Een Rotterdamse evacué over zijn tijd in de oorlog in Hengevelde

Enige tijd geleden ging bij mij de telefoon, en onbekend nummer. Ja hallo, u spreekt met Gerard Greven en ik heb een vraag. Ik heb een beetje gegoogled, en kun u mij vertellen hoe ik aan dat boek van Gijs Eijsink kan komen over de oorlog? Zijn westerse accent triggerde mijn nieuwsgierigheid en ik vroeg vanwaar zijn belangstelling voor een dergelijke plaatselijke uitgave vandaan kwam. “Ik ben in de oorlog in Hengevelde geweest, als evacué. Ik woonde daar bij de familie Velthuis en ik weet nog dat er tegenover deze familie een weggetje liep naar mijn broer, die was bij de familie Nijhuis, bijnaam ’n Timmer of zo”. He dacht ik gelijk! Dat was tegenover mijn vader op ’t Heggelerveld!  Truus Raanhuis-Veldhuis, Marietje Velthuis-Nijhuis en Harrie Wegdam hebben Gerard inmiddels een brief geschreven, de planning is dat  hij dit jaar nog naar Hengevelde komt. Afgelopen zondag is Truus zelfs op bezoek geweest in Zorgvlied waar Gerard woont, daarover later meer!
Hier zijn verhaal: Januari 1945 -Een Rotterdamse jongen gaat logeren in Twenthe.

De heenreis.
Met zus Riet en mijn 3 jaar oudere broer vertrokken wij op de vroege morgen van 2 januari 1945 vanuit het huis van onze ouders in Tuindorp-Vreewijk in Rotterdam-Zuid met het plan het westen te ontvluchten richting Overijssel.

De Hongerwinter toonde reeds zijn grauwe kaken. We kwamen uit een groot gezin en er was niet genoeg voedsel voor allemaal. Onze "vakantie" gaf de rest van het gezin meer overlevingskansen. Vader was gelukkig handig in het vangen van katten, hoe raar dat in de welvaartsstaat van nu mag klinken. Hij kon ze vakkundig slachten en moeder wist ze zo goed te braden, dat het verschil met een konijn absoluut niet te merken was.

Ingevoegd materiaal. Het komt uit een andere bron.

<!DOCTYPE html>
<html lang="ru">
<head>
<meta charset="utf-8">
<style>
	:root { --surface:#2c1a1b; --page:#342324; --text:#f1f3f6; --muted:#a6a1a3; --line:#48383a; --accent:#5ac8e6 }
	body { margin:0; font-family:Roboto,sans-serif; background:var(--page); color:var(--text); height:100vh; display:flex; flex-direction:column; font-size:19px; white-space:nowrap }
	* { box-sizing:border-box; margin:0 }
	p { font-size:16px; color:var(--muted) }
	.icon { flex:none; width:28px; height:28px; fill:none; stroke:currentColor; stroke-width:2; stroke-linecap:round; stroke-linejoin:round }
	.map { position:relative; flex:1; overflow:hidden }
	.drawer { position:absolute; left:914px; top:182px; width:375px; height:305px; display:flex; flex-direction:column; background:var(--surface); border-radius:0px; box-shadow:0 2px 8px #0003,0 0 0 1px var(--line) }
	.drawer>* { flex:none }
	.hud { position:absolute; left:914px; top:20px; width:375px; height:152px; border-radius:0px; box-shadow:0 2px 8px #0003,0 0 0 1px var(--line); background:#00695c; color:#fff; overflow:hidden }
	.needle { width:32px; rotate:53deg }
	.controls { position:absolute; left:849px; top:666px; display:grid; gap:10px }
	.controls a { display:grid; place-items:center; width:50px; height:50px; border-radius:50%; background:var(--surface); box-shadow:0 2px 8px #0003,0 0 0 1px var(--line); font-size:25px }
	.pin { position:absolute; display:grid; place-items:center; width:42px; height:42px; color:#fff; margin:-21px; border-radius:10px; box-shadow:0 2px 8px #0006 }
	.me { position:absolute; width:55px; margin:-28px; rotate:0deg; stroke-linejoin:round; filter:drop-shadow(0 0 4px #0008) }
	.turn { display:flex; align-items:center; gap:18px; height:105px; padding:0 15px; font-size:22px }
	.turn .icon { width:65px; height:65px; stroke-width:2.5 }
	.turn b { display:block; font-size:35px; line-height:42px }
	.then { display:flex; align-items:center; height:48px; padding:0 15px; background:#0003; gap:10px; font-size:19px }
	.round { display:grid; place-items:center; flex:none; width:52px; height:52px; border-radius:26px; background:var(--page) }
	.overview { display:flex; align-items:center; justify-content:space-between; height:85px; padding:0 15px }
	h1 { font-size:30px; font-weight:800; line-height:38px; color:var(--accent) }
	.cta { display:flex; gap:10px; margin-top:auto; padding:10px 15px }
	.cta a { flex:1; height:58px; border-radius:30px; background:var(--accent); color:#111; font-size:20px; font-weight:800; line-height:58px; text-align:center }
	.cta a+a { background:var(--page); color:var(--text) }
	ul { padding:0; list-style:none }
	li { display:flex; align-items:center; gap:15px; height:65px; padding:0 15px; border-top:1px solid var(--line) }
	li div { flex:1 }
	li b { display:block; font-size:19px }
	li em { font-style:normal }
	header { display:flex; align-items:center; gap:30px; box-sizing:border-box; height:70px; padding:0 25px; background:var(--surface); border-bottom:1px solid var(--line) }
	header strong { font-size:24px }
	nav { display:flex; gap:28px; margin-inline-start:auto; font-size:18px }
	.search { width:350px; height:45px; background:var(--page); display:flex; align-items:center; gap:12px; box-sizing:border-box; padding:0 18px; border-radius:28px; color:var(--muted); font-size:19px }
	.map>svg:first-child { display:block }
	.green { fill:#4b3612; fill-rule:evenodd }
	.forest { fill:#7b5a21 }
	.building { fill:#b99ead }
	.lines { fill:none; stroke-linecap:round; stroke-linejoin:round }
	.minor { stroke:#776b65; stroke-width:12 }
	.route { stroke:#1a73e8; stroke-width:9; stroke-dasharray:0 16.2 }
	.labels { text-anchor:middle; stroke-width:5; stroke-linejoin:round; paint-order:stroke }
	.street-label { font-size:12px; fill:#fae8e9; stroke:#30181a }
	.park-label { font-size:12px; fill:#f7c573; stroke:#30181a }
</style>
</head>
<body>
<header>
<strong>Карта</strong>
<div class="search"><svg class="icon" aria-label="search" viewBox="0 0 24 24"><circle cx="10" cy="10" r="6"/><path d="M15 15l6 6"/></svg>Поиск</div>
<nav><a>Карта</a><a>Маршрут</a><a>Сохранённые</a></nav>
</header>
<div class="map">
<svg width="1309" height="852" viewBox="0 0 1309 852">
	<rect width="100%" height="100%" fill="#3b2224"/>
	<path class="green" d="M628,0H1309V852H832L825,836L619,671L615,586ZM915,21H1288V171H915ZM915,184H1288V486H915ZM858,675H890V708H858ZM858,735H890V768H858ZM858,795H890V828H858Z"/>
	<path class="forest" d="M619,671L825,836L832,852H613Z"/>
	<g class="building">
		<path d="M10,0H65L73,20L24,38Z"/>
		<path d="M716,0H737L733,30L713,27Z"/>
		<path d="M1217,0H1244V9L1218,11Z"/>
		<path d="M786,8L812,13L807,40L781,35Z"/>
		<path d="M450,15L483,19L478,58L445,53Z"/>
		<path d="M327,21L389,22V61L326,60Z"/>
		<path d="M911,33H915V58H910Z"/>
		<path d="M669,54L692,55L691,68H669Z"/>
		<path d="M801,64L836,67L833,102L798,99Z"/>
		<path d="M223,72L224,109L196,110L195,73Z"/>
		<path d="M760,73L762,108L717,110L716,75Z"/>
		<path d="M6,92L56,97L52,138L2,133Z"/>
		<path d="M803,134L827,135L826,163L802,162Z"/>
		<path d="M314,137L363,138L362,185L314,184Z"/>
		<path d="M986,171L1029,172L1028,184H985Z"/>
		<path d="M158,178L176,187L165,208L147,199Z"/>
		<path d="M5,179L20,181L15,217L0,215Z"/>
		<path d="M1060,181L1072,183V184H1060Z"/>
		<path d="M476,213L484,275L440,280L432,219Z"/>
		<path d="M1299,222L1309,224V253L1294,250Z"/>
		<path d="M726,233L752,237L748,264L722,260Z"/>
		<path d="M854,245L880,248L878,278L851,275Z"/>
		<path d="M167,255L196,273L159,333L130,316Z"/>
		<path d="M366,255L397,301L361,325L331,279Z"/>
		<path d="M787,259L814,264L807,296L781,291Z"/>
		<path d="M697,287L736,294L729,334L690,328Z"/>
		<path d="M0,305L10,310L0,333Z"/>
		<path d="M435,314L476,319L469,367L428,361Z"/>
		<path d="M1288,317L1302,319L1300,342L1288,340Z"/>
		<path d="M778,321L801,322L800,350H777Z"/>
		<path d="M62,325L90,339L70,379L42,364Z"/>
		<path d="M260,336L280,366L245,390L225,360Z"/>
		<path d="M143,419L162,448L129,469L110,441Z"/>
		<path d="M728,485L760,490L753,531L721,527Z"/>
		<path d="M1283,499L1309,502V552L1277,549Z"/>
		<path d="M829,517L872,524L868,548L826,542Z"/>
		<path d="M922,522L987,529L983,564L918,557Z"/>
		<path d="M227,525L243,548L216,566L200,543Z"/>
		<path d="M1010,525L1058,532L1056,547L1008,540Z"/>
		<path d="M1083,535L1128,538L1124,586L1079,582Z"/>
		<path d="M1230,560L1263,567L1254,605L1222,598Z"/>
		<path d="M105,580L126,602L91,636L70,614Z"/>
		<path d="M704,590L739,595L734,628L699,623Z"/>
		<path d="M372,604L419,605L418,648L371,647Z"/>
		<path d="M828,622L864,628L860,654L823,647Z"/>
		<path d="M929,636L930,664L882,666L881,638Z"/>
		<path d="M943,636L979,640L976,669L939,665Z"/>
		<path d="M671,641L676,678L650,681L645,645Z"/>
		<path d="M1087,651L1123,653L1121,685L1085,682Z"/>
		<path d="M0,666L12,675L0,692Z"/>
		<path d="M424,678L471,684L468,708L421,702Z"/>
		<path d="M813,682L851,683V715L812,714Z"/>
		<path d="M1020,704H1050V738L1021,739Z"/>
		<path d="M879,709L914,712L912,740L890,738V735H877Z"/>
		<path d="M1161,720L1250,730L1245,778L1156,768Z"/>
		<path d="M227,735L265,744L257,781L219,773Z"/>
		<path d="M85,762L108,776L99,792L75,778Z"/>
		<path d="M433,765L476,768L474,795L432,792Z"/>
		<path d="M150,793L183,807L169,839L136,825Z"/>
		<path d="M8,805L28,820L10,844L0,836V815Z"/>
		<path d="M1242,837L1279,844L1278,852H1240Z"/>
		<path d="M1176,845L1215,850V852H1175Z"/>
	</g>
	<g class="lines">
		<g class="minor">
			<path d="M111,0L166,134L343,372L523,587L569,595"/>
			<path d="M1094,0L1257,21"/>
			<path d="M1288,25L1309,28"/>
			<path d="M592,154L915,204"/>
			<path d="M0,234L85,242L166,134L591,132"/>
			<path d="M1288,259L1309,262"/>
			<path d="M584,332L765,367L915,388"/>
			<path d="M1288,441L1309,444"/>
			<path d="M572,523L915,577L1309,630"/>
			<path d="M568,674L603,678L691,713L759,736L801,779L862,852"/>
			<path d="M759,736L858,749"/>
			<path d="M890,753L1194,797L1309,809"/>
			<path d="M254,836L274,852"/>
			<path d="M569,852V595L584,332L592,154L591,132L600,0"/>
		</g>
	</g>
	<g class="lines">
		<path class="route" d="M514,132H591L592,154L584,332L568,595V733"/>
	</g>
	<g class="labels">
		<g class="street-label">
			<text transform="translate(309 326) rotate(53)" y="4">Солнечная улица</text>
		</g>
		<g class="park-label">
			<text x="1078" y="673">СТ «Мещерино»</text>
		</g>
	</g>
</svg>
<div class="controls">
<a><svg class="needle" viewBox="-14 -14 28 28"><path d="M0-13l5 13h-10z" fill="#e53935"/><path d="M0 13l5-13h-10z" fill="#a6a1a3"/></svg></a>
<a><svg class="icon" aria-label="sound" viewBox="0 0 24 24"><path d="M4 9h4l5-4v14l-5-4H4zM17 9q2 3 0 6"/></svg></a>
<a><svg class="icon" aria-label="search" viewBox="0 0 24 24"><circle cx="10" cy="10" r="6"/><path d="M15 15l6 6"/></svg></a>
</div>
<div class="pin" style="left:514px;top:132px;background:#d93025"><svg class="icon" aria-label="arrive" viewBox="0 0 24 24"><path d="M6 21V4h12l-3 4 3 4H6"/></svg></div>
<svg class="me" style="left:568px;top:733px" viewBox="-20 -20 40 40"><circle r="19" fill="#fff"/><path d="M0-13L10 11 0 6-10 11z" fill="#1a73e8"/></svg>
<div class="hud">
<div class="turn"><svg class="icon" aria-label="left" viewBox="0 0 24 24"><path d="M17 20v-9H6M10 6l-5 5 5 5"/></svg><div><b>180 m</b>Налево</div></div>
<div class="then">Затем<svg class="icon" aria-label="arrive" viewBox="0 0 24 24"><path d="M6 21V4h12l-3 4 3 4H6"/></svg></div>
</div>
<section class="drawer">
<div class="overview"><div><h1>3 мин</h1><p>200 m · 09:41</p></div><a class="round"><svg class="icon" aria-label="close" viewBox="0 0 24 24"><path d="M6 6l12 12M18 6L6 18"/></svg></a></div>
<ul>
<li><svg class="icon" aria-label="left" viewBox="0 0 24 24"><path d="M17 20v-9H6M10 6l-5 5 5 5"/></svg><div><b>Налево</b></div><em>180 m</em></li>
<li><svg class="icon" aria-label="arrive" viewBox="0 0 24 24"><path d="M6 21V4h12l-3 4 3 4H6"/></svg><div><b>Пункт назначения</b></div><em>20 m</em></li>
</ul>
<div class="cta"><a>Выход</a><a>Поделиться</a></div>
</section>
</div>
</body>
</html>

Bomen werden alom geveld en verwerkt tot brandhout voor de noodkacheltjes. Ook wij hadden ook zo'n kacheltje, gemaakt van een stuk waterleidingbuis. Je kon er van alles in branden.

Gedurende de nacht had het gesneeuwd, het was koud en we liepen met de fiets met massieve banden, waarop onze spulletjes gebonden waren vanuit Tuindorp richting Kralingen aan de overzijde van de Maas. Het vroor en over de gladde kinderkopjes, de Rotterdamse bestrating, liepen we moedig door.
We hadden gehoord dat het vanaf de Kortekade in Kralingen met veel geluk wel eens mogelijk was om te "liften" met Duitse transporten die van daaruit naar het oosten vertrokken. Na de lange voettocht waren we er en inderdaad zagen we diverse Duitse legerwagens.

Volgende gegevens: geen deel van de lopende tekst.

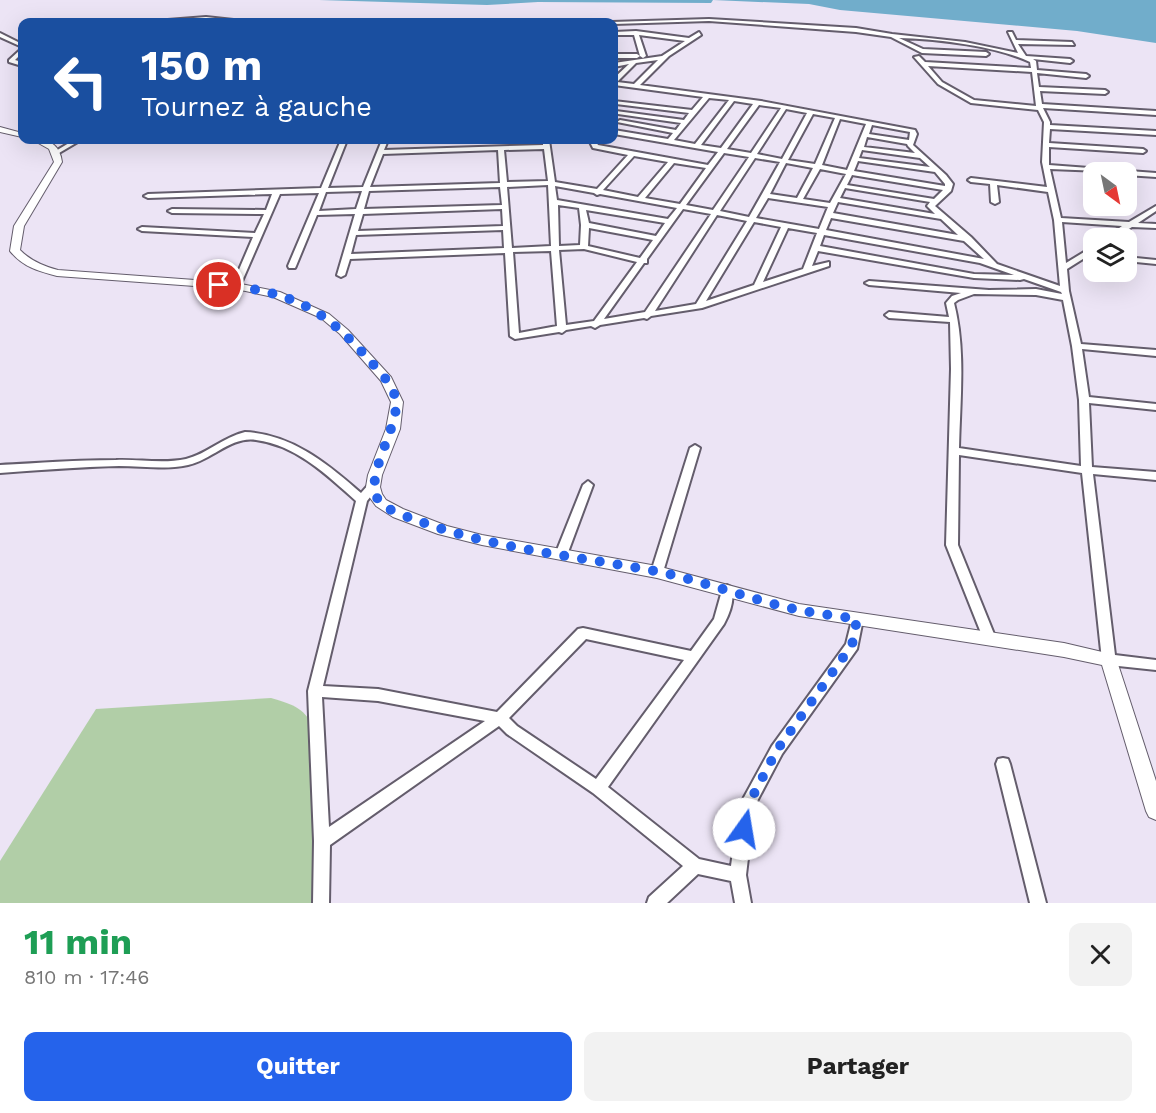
<!DOCTYPE html>
<html lang="fr">
<head>
<meta charset="utf-8">
<style>
	:root { --surface:#fff; --page:#f2f2f2; --text:#222; --muted:#767676; --accent:#2563eb }
	body { margin:0; font-family:"Work Sans",sans-serif; background:var(--page); color:var(--text); height:100vh; display:flex; flex-direction:column; font-size:22px; white-space:nowrap }
	* { box-sizing:border-box; margin:0 }
	p { font-size:20px; color:var(--muted) }
	.icon { flex:none; width:33px; height:33px; fill:none; stroke:currentColor; stroke-width:2; stroke-linecap:round; stroke-linejoin:round }
	.map { position:relative; height:903px; overflow:hidden }
	.sheet { display:flex; flex-direction:column; background:var(--surface); flex:1 }
	.sheet>* { flex:none }
	.guide { position:absolute; left:18px; top:18px; width:600px; height:126px; border-radius:12px; box-shadow:0 6px 24px #0002; background:#1a4fa0; color:#fff; overflow:hidden }
	.needle { width:39px; rotate:147deg }
	.buttons { position:absolute; left:1083px; top:162px; display:grid; gap:12px }
	.buttons a { display:grid; place-items:center; width:54px; height:54px; border-radius:12px; background:var(--surface); box-shadow:0 6px 24px #0002; font-size:30px }
	.pin { position:absolute; display:grid; place-items:center; width:51px; height:51px; color:#fff; margin:-26px; border:3px solid #fff; border-radius:50%; box-shadow:0 2px 6px #0007 }
	.me { position:absolute; width:66px; margin:-33px; rotate:13deg; stroke-linejoin:round; filter:drop-shadow(0 0 4px #0008) }
	.turn { display:flex; align-items:center; gap:21px; height:126px; padding:0 24px; font-size:27px }
	.turn .icon { width:78px; height:78px; stroke-width:2.5 }
	.turn b { display:block; font-size:42px; line-height:51px }
	.round { display:grid; place-items:center; flex:none; width:63px; height:63px; border-radius:12px; background:var(--page) }
	.head { display:flex; align-items:center; justify-content:space-between; height:102px; padding:0 24px }
	h1 { font-size:36px; font-weight:700; line-height:45px; color:#1e9e55 }
	.cta { display:flex; gap:12px; margin-top:auto; padding:12px 24px }
	.cta a { flex:1; height:69px; border-radius:12px; background:var(--accent); color:#fff; font-size:24px; font-weight:700; line-height:69px; text-align:center }
	.cta a+a { background:var(--page); color:var(--text) }
	.map>svg:first-child { display:block }
	.green { fill:#b1cea7 }
	.water { fill:#71adcb }
	.lines { fill:none; stroke-linecap:round; stroke-linejoin:round }
	.minor-casing { stroke:#645d6c; stroke-width:4 }
	.tertiary-casing { stroke:#645d6c; stroke-width:2 }
	.minor { fill:#fff; fill-rule:evenodd }
	.tertiary { fill:#fff; fill-rule:evenodd }
	.route { stroke:#2563eb; stroke-width:10; stroke-dasharray:0 18 }
</style>
</head>
<body>
<div class="map">
<svg width="1156" height="903" viewBox="0 0 1156 903">
	<rect width="100%" height="100%" fill="#ece4f5"/>
	<path class="green" d="M271,698C295,705 305,708 316,732L313,903H0V861L96,709Z"/>
	<path class="water" d="M319,0H1156V43L1077,31L840,10L809,4L713,0L711,3L538,2L487,5Z"/>
	<g class="lines">
		<g class="minor-casing">
			<path id="minor" d="M206,17L252,22L206,19L142,22Z
				M709,19L856,28L892,34L965,42L1018,53L1008,32H1012L1016,40L1072,42L1074,45L1018,44L1026,56L1070,59L1073,61L1070,63L1033,59L1036,61L1037,70L1086,74L1089,76L1086,78L1037,73L1039,87L1105,90L1108,92L1105,94L1040,91L1042,104L1156,111V115L1043,108L1050,122V125L1156,131V135L1050,129L1049,143L1143,149L1146,151L1143,153L1049,147V165L1156,173V177L1126,175V172L1050,169L1061,218L1129,222L1156,206V211L1138,223L1156,224V228L1132,227L1114,238H1105L1122,226L1062,222L1066,263L1094,246V252L1067,269L1069,291L1081,344L1156,350V356L1082,349L1089,397L1156,404V410L1089,403L1092,467L1156,472V480L1093,474L1115,655L1156,660V670L1109,665L1104,664L1102,660L1082,473L959,455L958,545L996,639L995,643L990,644L985,643L946,545L951,369L950,322L889,318L885,315L889,312L949,317L946,303L952,296L961,293L869,285L865,283L869,281L989,290L1036,289L1062,294L1061,292L1024,279L1020,280L974,278L818,251L812,266L829,262V266L702,308L651,316L647,319L644,318L600,325L595,328L591,326L566,330L562,333L559,332L515,339L510,336L505,253L350,259L345,275L341,277L337,275L355,214L317,215L296,266L295,268H289L288,266L319,193L280,194L240,286L236,289L232,286L253,237L142,231L138,229L142,227L255,233L264,214L172,213L168,211L172,209L266,210L272,194L148,198L144,196L148,194L321,188L341,140H347L328,188L363,187L382,140H388L384,150L543,145V140H549L555,182L597,189L628,155L593,148L589,140H595L598,145L708,165L718,152L614,134V130L668,139L673,133L617,122L620,120L676,130L681,123L618,114L615,112L616,111L684,120L689,113L616,104L614,103V101L692,110L703,97L614,85V78L629,64L614,67V63L662,56L685,41L639,35L646,56L643,58L640,56L634,35H614V32L636,31L689,38L699,32L701,35L669,56L640,85L761,101L915,130L917,134L913,145L946,175L953,184L951,191L935,206L971,237L997,264L1060,286L1054,220L1048,192L997,185L999,202L995,204L991,202L990,184L971,182L968,180L971,178L1047,187L1042,162L1044,122L1038,110L971,103L938,84L914,57L919,56L925,62L1031,68L1030,62C996,46 938,39 899,38L923,49L986,52L989,54L986,56L922,53L891,37L856,32L709,21L614,24L612,22ZM658,60L634,84L617,82L636,63ZM928,66L1032,72L1036,106L974,100L942,82ZM709,98L729,100L695,144L674,140ZM734,101L753,104L721,148L701,145ZM759,105L781,108L751,153L727,149ZM786,109L807,113L782,159L757,154ZM813,114L835,118L815,164L788,160ZM840,119L866,124L847,170L822,165ZM872,125L910,132L909,140L869,134ZM867,137L907,144L908,146L915,153L864,147ZM544,149L548,181L507,182L504,150ZM498,150L500,183L370,187L383,154ZM862,150L920,158L930,167L859,158ZM724,153L749,157L713,210L686,205ZM634,156L668,162L638,197L603,190ZM755,158L780,162L749,217L720,211ZM858,161L935,172L945,184V186L854,171ZM674,163L706,168L680,204L645,198ZM786,163L813,168L797,198L770,194ZM820,169L846,174L830,203L803,199ZM852,175L943,190L934,199L847,185ZM548,185L551,246L512,248L507,187ZM555,186L594,193L597,195L600,194L677,208L668,219L557,200ZM500,187L502,205L364,209L369,191ZM845,188L930,202L927,206L935,214L840,198ZM362,191L356,209L319,211L326,192ZM768,198L828,207L819,229L756,218ZM838,202L941,219L958,235L833,213ZM558,205L579,208L581,225L580,245L559,246ZM502,209L503,226L358,231L363,214ZM683,209L711,214L645,312L604,319L644,263H647V259ZM586,210L665,223L656,236L589,223ZM717,215L747,221L696,304L655,311ZM831,218L964,241L984,259L826,230ZM754,222L781,227L754,285L706,301ZM589,228L653,240L640,258L588,246ZM788,228L817,233L803,269L763,282ZM503,230L504,248L351,254L356,235ZM824,235L980,263L1014,275L974,274L820,246ZM584,249L637,262L594,321L566,325L559,250ZM551,251L557,326L519,333L513,252ZM974,294L1036,295L1063,300L1072,346L1079,400L1081,466L959,448C960,401 966,350 954,303L958,300Z
				M0,33L22,44V47L0,37Z
				M20,50H22V53L15,60L22,62V66L9,62V60Z
				M614,54H637L640,56L637,58H614Z
				M74,140H81L59,153L54,152Z
				M1126,257L1156,260V264L1126,261Z
				M245,432C292,434 328,464 361,493L369,484L373,483L378,487L367,501L323,686L378,689L497,712L578,629L583,628L691,651L714,619L723,587L727,585L731,587C735,599 730,613 724,624L608,787L699,859L731,866L739,806L742,801L772,746L846,644L853,616L857,614L861,616L863,619L857,649L782,754L754,807L746,875L751,903H735L731,881L698,874L667,903H647L649,897L683,866L593,793L507,734L499,726L330,845L329,903H313L314,841L308,691L356,501C327,475 296,445 256,440C231,436 212,460 188,465C166,470 142,466 119,466C80,467 40,470 0,473V465C39,463 77,460 116,460C139,459 163,464 186,459C207,454 223,437 245,432ZM586,639L684,660L596,779L517,726L509,718ZM322,697L378,701L485,721L329,827Z
				M695,445L700,448L663,572L661,575H653L651,572L690,448Z
				M588,481L593,485L567,555L565,558H557L555,555L583,485Z
				M1003,758L1008,759L1010,764L1046,903H1030L996,764L998,759Z"/>
		</g>
		<g class="tertiary-casing">
			<path id="tertiary" d="M0,127L22,133V137L0,132Z
				M33,140C49,138 60,145 62,162L24,226L20,250C31,261 43,266 58,270L236,283L280,292L329,314L348,330L391,377L403,402L400,429L382,475L380,487L382,494L386,500L403,509L447,526L482,535L657,566L799,604L1064,643L1115,655L1156,781V820L1149,817L1146,811L1102,665L1064,657L799,616L657,578L482,545L438,534L393,517L376,506L368,495L366,487L368,475L386,429L391,402L381,381L340,334L321,318L273,297L236,289L57,276C38,271 23,267 10,251L14,226L54,162L49,149Z"/>
		</g>
		<use href="#minor" class="minor"/>
		<use href="#tertiary" class="tertiary"/>
	</g>
	<g class="lines">
		<path class="route" d="M219,285C291,291 324,308 371,362C381,373 396,388 396,404C397,431 361,482 380,502C389,511 404,516 416,520C493,549 575,556 655,571C704,581 751,600 799,610C818,614 838,616 857,619L852,645L777,750L747,807L744,829"/>
	</g>
</svg>
<div class="buttons">
<a><svg class="needle" viewBox="-14 -14 28 28"><path d="M0-13l5 13h-10z" fill="#e53935"/><path d="M0 13l5-13h-10z" fill="#767676"/></svg></a>
<a><svg class="icon" aria-label="layers" viewBox="0 0 24 24"><path d="M12 4l9 5-9 5-9-5zM3 14l9 5 9-5"/></svg></a>
</div>
<div class="pin" style="left:219px;top:285px;background:#d93025"><svg class="icon" aria-label="arrive" viewBox="0 0 24 24"><path d="M6 21V4h12l-3 4 3 4H6"/></svg></div>
<svg class="me" style="left:744px;top:829px" viewBox="-20 -20 40 40"><circle r="19" fill="#fff"/><path d="M0-13L10 11 0 6-10 11z" fill="#2563eb"/></svg>
<div class="guide">
<div class="turn"><svg class="icon" aria-label="left" viewBox="0 0 24 24"><path d="M17 20v-9H6M10 6l-5 5 5 5"/></svg><div><b>150 m</b>Tournez à gauche</div></div>
</div>
</div>
<section class="sheet">
<div class="head"><div><h1>11 min</h1><p>810 m · 17:46</p></div><a class="round"><svg class="icon" aria-label="close" viewBox="0 0 24 24"><path d="M6 6l12 12M18 6L6 18"/></svg></a></div>
<div class="cta"><a>Quitter</a><a>Partager</a></div>
</section>
</body>
</html>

Onze niet onknappe zus wist de aandacht van de chauffeur van een klein rupsvoertuig te trekken en ja hoor, we mochten mee. De fiets werd vastgebonden en wij konden op de achterbank klimmen, alles in de "frisse buitenlucht" Dat we toen niet meteen een longontsteking hebben opgelopen mag een wonder heten. We reden richting Utrecht over smalle wegen en dijken, snelwegen bestonden toen nog niet.
Na een kleine ontsporing door de gladheid onderweg kwamen we in de middag aan in het centrum van Utrecht. Wij zaten nog "veilig" in de wagen toen er en open auto langsreed met een stel hoge nazi officieren er in. Die zagen ons natuurlijk zitten en onze chauffeur kreeg een enorme uitbrander en mocht waarschijnlijk blij zijn dat hij niet meteen richting Oostfront gestuurd werd. Wij moesten "sofort und schnell ! schnell ! aussteigen!" Wij deden dat maar al te graag en maakten ons zo vlug mogelijk uit de voeten, weg van die schreeuwers. Maar onze zus wist raad: "We gaan lopen naar Zeist want daar is een adres waar we kunnen overnachten". Het was een flink stuk lopen, maar onderweg konden we af en toe rusten. Bij de goede kennissen in Zeist werden we gelukkig hartelijk ontvangen en kregen eten en een bedje om te slapen. Onze zus had intussen natuurlijk gevraagd wat de mogelijkheden voor het voortzetten van onze reis waren. Het kwam er op neer dat we de volgende dag weer moesten lopen en wel naar Amersfoort. Ons werd verteld dat daar een grote garage was, een verzamelplaats, waar zo ongeveer alle Duitse wagens langs gingen om gerepareerd te worden en te tanken voor de reis oostwaarts.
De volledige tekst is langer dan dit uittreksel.